4. And finally, and this was the most important thing, it was necessary to protect the peasant population from excessive contingents and repression by the German authorities and German firms, infamous for their exploitation, that worked wherever there was no cooperative self-defense.

So, it was decided to work and keep what would be possible. According to Yulian Pavlykovsky, the then head of the Patronage of the Ukrainian Cooperation in the General Government and chairman of the Maslosoyuz Supervisory Board, in 1943 the Maslosoyuz trade turnover exceeded 10 million zlotys. As the front approached, the Maslosoyuz directorate decided to go to the West, to Vienna; the Maslosoyuz ceased to exist with the return of the Soviet rule in the summer of 1944.

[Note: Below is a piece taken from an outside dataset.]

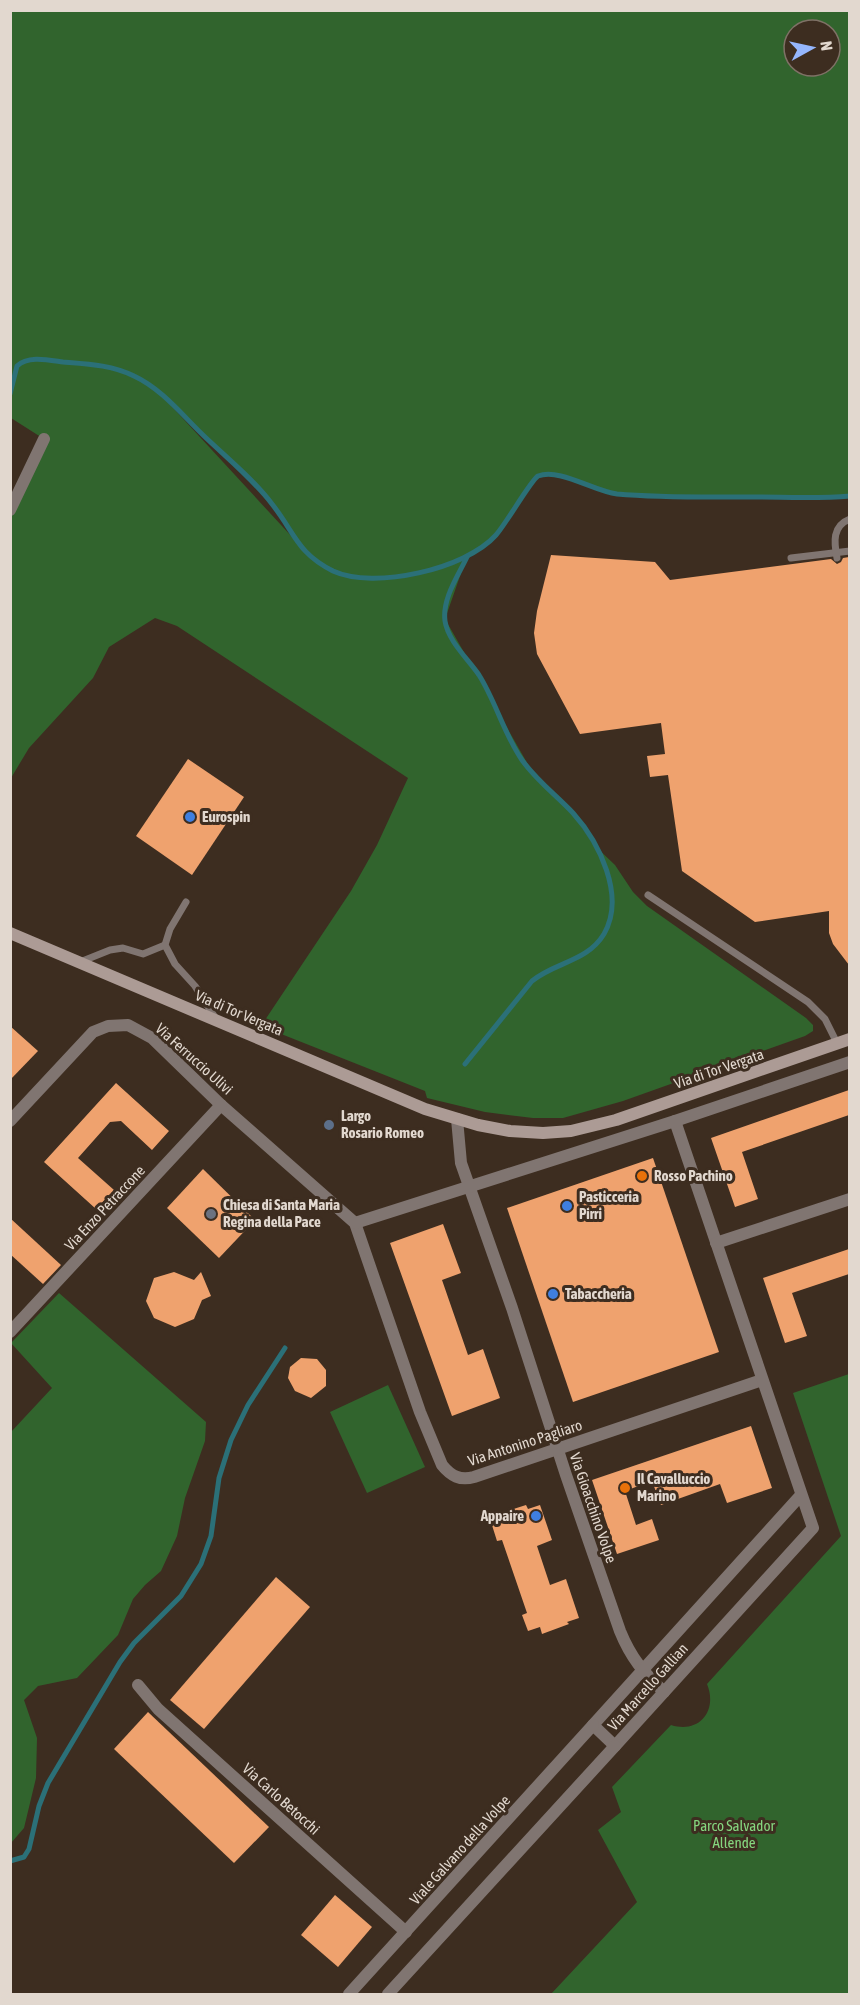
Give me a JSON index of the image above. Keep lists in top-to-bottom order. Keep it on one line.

Research on cooperation with the occupying regime usually distinguishes between political, military, administrative cooperation, as well as personal and cultural and artistic cooperation. Economic cooperation in the occupied territories also deserves special attention. It is difficult to say whether the activities of the Maslosoyuz during the Nazi occupation should be considered in terms of economic collaboration or in terms of strategies for survival and preservation of enterprises. On the one hand, the main argument of the cooperative movement management in favour of the cooperation with the Nazis was to provide jobs for the Ukrainian population, to preserve production as well as movable and immovable property. On the other hand, the active development of the Ukrainian movement in the General Government took place with the "blessing" of the Ukrainian Central Committee, an official body in the occupying regime’s structures, and Volodymyr Kubiyovych, chairman of the UCC, saw the Nazi economic policy toward the Ukrainian cooperative movement as crucial to liberating contemporary trade from the "Jewish hands" of prewar trade, "aimed primarily at the exploitation of the Ukrainian peasant," that is, officially supported the Nazis in their activities. Perhaps the history of Ukrainian cooperation during World War II and further discussions on the activities of the Maslosoyuz and other Ukrainian cooperatives will help to determine the terminology, to understand the facts of cooperation and to properly assess them.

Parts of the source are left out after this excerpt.